История якудза, конечно, со временем будет переосмысляться, в следующих поколениях, но сегодня молодежь мало интересуется якудза.
— Может быть, вы планируете снять картину под названием «Последний якудза» — что-то в стиле «Последний самурай» (американская драма Эдварда Цвика по сценарию Джона Логана, 2003). Каким он будет, последний якудза?
— В какой-то степени я размышляю на эту тему в «Первой любви». Обычно злодеи и преступники сами себя не считают порочными, они винят во всем обстоятельства. Но «босс» в моей картине при взгляде на восходящее солнце думает о том, как бы ему исчезнуть. Конечно, в этом есть некоторая доля иронии. Он ненавидит себя за собственную слабость, когда произносит: «Мы, язудза, не созданы для дневных прогулок. Мы идем нашим собственным путем, и он проходит в тени». Я знал таких людей, как он. Так могли думать якудза, которые жили в другие времена. Они вращались в своем особом мире, уважая его границы. Эти якудза уже давно исчезли даже из фильмов. То, что сегодня показывают в кино,— это всего лишь модный лейбл, который пытается объединить несколько поколений якудза в нечто одно. Но это, конечно, уже чистый вымысел и не имеет никакого отношения к реальности.

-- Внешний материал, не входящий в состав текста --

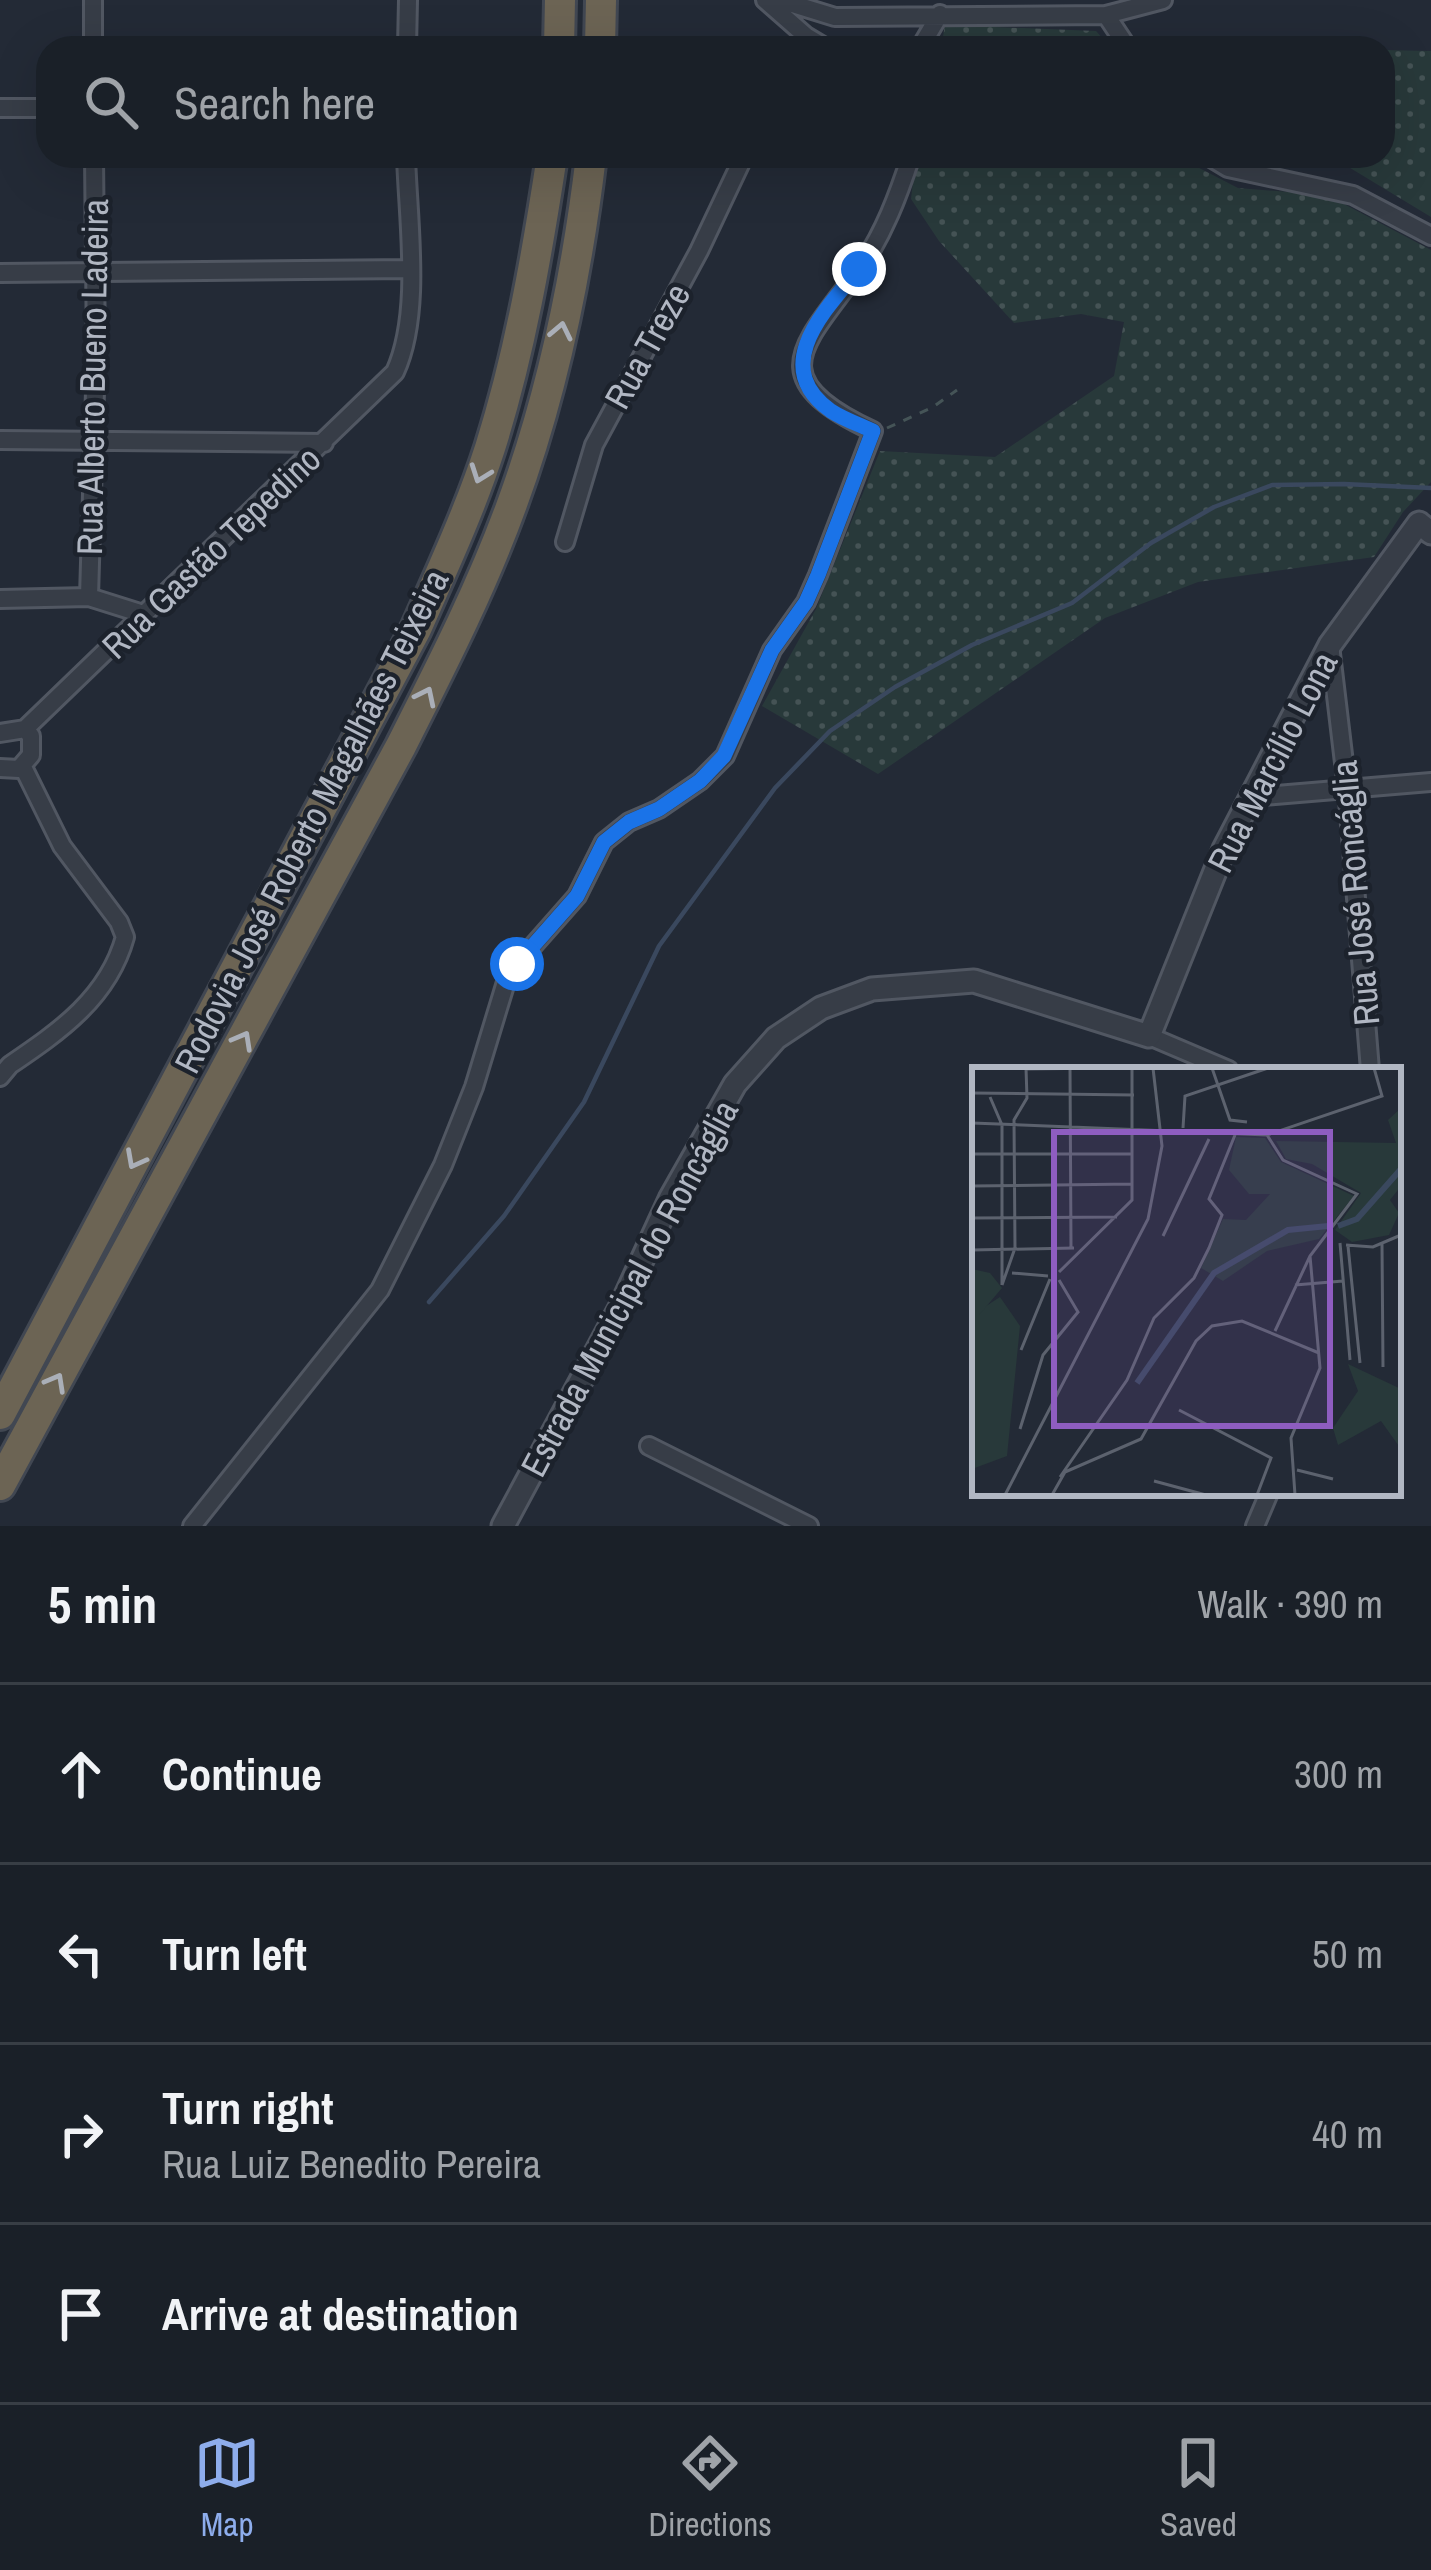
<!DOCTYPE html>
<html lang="en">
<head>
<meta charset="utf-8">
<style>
  :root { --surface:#1a2028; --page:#272d34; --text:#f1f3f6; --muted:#9fa3a8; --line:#383e45; --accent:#8eadec }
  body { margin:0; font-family:"Archivo Narrow",sans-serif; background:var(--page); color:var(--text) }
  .stop { position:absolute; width:36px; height:36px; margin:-27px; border:9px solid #1a73e8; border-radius:50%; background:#fff }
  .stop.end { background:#1a73e8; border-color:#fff; box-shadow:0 3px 12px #0008 }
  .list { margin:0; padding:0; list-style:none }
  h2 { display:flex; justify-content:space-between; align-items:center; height:156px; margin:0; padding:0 48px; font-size:51px }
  h2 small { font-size:39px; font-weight:400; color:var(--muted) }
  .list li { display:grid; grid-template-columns:78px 1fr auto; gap:36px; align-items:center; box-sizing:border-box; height:180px; padding:0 48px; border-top:3px solid var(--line) }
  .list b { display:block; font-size:45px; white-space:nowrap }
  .list p { margin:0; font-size:39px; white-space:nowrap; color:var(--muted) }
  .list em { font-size:39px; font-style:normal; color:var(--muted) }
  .icon { flex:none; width:66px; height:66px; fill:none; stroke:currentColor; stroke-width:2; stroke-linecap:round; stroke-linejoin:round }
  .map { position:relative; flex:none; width:1431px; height:1526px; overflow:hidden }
  .search { position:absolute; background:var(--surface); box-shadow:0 12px 48px #0002; left:36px; right:36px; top:36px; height:132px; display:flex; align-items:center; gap:30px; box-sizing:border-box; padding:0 42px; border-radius:36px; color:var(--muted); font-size:45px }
  .sheet { height:876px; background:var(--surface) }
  nav { display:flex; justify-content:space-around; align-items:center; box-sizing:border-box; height:168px; border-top:3px solid var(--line); background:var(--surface); font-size:33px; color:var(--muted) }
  nav a { display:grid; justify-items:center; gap:6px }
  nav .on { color:var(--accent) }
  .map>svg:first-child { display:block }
  .grass { fill:url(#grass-dots) }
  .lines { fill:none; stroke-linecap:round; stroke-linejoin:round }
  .stream { stroke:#3a485e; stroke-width:4.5 }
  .minor-casing { stroke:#515762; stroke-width:22 }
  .tertiary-casing { stroke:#515762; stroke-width:27 }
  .motorway-casing { stroke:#414752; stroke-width:36 }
  .path { stroke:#455457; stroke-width:3; stroke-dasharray:9 9; stroke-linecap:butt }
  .minor { stroke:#373d47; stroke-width:16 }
  .tertiary { stroke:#373d47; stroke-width:21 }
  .motorway { stroke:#6c6454; stroke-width:30 }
  .oneway { stroke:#aaafb8 }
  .route { stroke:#1a73e8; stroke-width:15 }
  .labels { text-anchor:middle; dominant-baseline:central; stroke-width:9; stroke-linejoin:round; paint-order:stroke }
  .street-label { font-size:36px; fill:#b1b7c3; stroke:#1c222c }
  .inset-river { fill:none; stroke:#3a485e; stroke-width:6 }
  .inset-road { fill:none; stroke:#5c626e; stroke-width:3 }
  .view { fill:#8e5dc0; fill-opacity:0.15; stroke:#8e5dc0; stroke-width:6 }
  .inset-edge { fill:none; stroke:#b1b7c3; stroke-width:6 }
</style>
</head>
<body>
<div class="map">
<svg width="1431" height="1526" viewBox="0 0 1431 1526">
  <defs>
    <pattern id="grass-dots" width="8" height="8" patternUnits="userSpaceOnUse" patternTransform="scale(3)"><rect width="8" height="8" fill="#28393a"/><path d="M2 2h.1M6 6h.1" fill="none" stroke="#455355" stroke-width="1.8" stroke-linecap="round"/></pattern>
  </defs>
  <rect width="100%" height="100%" fill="#232a36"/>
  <path class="grass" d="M945 25 1096 31 1111 48H941Z
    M1383 50 1431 51V217L1342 163 1252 160 1244 156H1383Z
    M916 156H1176L1238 188 1327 195 1431 250V482L1403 512 1374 557 1198 582 1105 618 878 774 762 706 816 609 880 451 995 457 1114 376 1124 322 1081 314 1014 323 939 241 911 199Z"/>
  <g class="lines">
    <path class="stream" d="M429 1302 504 1216 584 1102 659 946 775 788 830 731 895 687 972 645 1072 603 1151 543 1214 507 1272 485 1344 484 1431 488"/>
    <defs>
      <path id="minor" d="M765 0 806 36 826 48
        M780 0 835 17 1106 15 1163 0
        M1106 15 1128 48
        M93 48V0
        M407 48 408 0
        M920 48 940 14
        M0 108H48
        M1208 156 1228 168 1353 195 1431 236
        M0 273 409 269
        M0 440 324 443
        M565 542 594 445 699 251 744 156
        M89 597 96 356 94 156
        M0 599 89 597 143 614
        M1330 645 1347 788 1370 1070
        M25 729 395 372C422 313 408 222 406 156
        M0 733 25 729 31 736V755L19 769 0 768
        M1251 797 1431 782
        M1149 1036 1229 1070
        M0 1077 10 1065C60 1031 108 998 125 937L119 922 62 846 23 767
        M649 1446 809 1526
        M192 1526 380 1290 443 1165 474 1087 506 982 517 964 577 896 604 842 629 822 659 809 700 781 725 756 772 650 806 602 818 575 873 431C757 377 806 344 860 268 884 233 898 196 911 156
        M1255 1526 1269 1493"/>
      <path id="tertiary" d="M503 1526 621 1306 670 1199 735 1084 776 1038 821 1008 872 989 974 981 1149 1036 1224 849 1330 645 1419 523 1431 533"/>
      <path id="motorway" d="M559 48 560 0
        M600 48 601 0
        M0 1414 416 629C442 570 470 510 490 448 520 353 537 254 552 156
        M0 1485 401 746C441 667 482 587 512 504 553 392 577 274 591 156"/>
    </defs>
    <use href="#minor" class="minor-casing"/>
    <use href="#tertiary" class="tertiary-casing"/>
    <use href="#motorway" class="motorway-casing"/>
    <path class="path" d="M887 428 933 407 957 390"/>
    <use href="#minor" class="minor"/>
    <use href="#tertiary" class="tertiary"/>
    <use href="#motorway" class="motorway"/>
  </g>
  <defs><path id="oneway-chevron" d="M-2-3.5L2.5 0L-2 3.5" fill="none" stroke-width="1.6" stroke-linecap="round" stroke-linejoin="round" transform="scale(3)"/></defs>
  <g class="oneway">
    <use href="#oneway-chevron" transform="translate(561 331) rotate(-78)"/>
    <use href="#oneway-chevron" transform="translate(480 474) rotate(110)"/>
    <use href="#oneway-chevron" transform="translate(426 696) rotate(-64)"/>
    <use href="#oneway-chevron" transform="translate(243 1040) rotate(-61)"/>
    <use href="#oneway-chevron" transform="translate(135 1160) rotate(118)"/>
    <use href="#oneway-chevron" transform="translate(56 1382) rotate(-61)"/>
  </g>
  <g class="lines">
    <path class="route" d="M517 964 577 896 604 842 629 822 659 809 700 781 724 756 772 650 806 602 818 575 873 431C860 425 843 419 831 411 768 366 826 309 859 269"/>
  </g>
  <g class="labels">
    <g class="street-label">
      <text transform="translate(647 346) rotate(-61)">Rua Treze</text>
      <text transform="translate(92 377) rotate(-89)">Rua Alberto Bueno Ladeira</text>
      <text transform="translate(211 552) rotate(-44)">Rua Gastão Tepedino</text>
      <text transform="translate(1272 762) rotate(-63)">Rua Marcílio Lona</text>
      <text transform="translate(311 821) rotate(-63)">Rodovia José Roberto Magalhães Teixeira</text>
      <text transform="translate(1355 893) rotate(-95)">Rua José Roncáglia</text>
      <text transform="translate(629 1288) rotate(-62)">Estrada Municipal do Roncáglia</text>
    </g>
  </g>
  <g transform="translate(972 1067)">
    <rect width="429" height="429" fill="#232a36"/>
    <path d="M429 41V119L418 133 427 146 417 168 380 175 363 163 389 126 340 97 314 92 304 74 424 76 416 53ZM264 70 293 71 309 95 382 129 347 172 295 184 251 214 229 201 251 152 274 153 298 127H277L257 103ZM28 230 48 259 35 389 0 402V248Z" fill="#28393a"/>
    <path d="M0 202 18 206 30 221 7 248H0ZM376 297 429 322V382L409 354 366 378 361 361 386 324Z" fill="#28393a"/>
    <path class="inset-river" d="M366 159 385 152 429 102M165 316 242 206 316 163 356 159"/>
    <path class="inset-road" d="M98 1 99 180M240 1 258 53 275 55M54 2 133 1M0 26 162 28M18 30 30 58V218M0 56 295 68 410 29 402 1M211 61 213 29 296 1M295 68 311 93 385 127 338 189 303 264M0 87H160M0 119 161 117M0 151 145 150M191 169 237 72M368 176 378 293M410 177 411 300M374 178 401 180 429 168M376 179 388 296M0 183 102 181M87 205 160 133V1M40 206 76 209M30 218 43 181 42 53 55 31 54 1M323 218 371 214M49 283 78 212M207 343 299 391 285 428M48 362 71 288 106 245 87 213M325 403 361 412M88 410 155 313 182 251 222 211 237 181 250 148 237 132 263 68M182 414 234 428M33 428 176 152 190 79 181 1M80 428 93 405 169 372 224 274 240 259 270 254 347 286M323 428 319 371 348 301 338 189"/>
    <path class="view" d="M82 65H358V359H82Z"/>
    <rect width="429" height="429" class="inset-edge"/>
  </g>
</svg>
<div class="stop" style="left:517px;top:964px"></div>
<div class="stop end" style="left:859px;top:269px"></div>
<div class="search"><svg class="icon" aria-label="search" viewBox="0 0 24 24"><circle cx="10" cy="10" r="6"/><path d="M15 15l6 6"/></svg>Search here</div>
</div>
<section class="sheet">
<h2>5 min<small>Walk · 390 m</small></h2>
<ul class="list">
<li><svg class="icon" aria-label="ahead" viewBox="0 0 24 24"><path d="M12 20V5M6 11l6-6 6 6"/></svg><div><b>Continue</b></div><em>300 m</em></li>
<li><svg class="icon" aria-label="left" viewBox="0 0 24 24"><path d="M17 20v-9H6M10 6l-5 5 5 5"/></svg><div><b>Turn left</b></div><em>50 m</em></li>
<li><svg class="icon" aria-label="right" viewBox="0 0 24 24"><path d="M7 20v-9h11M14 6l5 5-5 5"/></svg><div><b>Turn right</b><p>Rua Luiz Benedito Pereira</p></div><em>40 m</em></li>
<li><svg class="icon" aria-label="arrive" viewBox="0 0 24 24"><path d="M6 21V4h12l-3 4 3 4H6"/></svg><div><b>Arrive at destination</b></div></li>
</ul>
</section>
<nav>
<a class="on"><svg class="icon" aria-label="map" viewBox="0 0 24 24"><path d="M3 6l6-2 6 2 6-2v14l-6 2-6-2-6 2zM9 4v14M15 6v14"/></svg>Map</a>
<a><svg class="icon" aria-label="directions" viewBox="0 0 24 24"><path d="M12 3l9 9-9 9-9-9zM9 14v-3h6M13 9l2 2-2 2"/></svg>Directions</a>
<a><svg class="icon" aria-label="saved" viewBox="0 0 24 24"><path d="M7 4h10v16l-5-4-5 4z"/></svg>Saved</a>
</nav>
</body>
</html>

— Как с годами изменилось ваше кино? И каким вы видите себя в ближайшие десять лет, например?
— Теперь я достиг преклонного возраста (мне скоро исполнится 60), и я собираюсь жить мирно. Также я хочу снимать более гуманистические фильмы, отойти от своих ранних работ, в которых действительно было слишком много насилия. Я — обычный человек, который посвятил свою жизнь созданию карьеры, с возрастом пытается защитить то, чего он достиг или уже имеет. Режиссер часто не хочет расставаться со своим имиджем, с миром, который он создал. Я должен вам сказать, что режиссер — это всегда одинокий и грустный человек, пытающийся соответствовать созданному им образу, что делает его пленником собственных же иллюзий. Мой план на ближайшее время — освободиться от собственного имиджа. Я хочу делать то, чего никогда не делал раньше. Но энергия творца не существует сама по себе. Она подпитывается из среды, которая его окружает. Кроме того, я уверен, что каждый человек обладает своей собственной уникальной энергией, о которой даже не подозревает. Моя задача — приблизиться к пониманию своих возможностей, дальше узнавать свой потенциал. Знаете, люди могут влиять на других людей хотя бы потому, что их об этом попросили (усмехается). Едва ли я смогу создавать фильмы в одиночку и скорее всего не смогу полностью отказаться от предыдущего опыта. Но я решил не бояться рисковать: буду «прыгать в неизвестное», зависеть от обстоятельств, смиряться и снова пробовать, если все это потребуется для творчества. Недавно я начал работу над новым проектом, речь идет о японской телевизионной драме, которая транслируется по воскресеньям и предназначена для девочек в возрасте трех лет. Она представит именно женщин в качестве супергероев, а это значит, что я наконец смогу выйти за рамки «кинематографа насилия».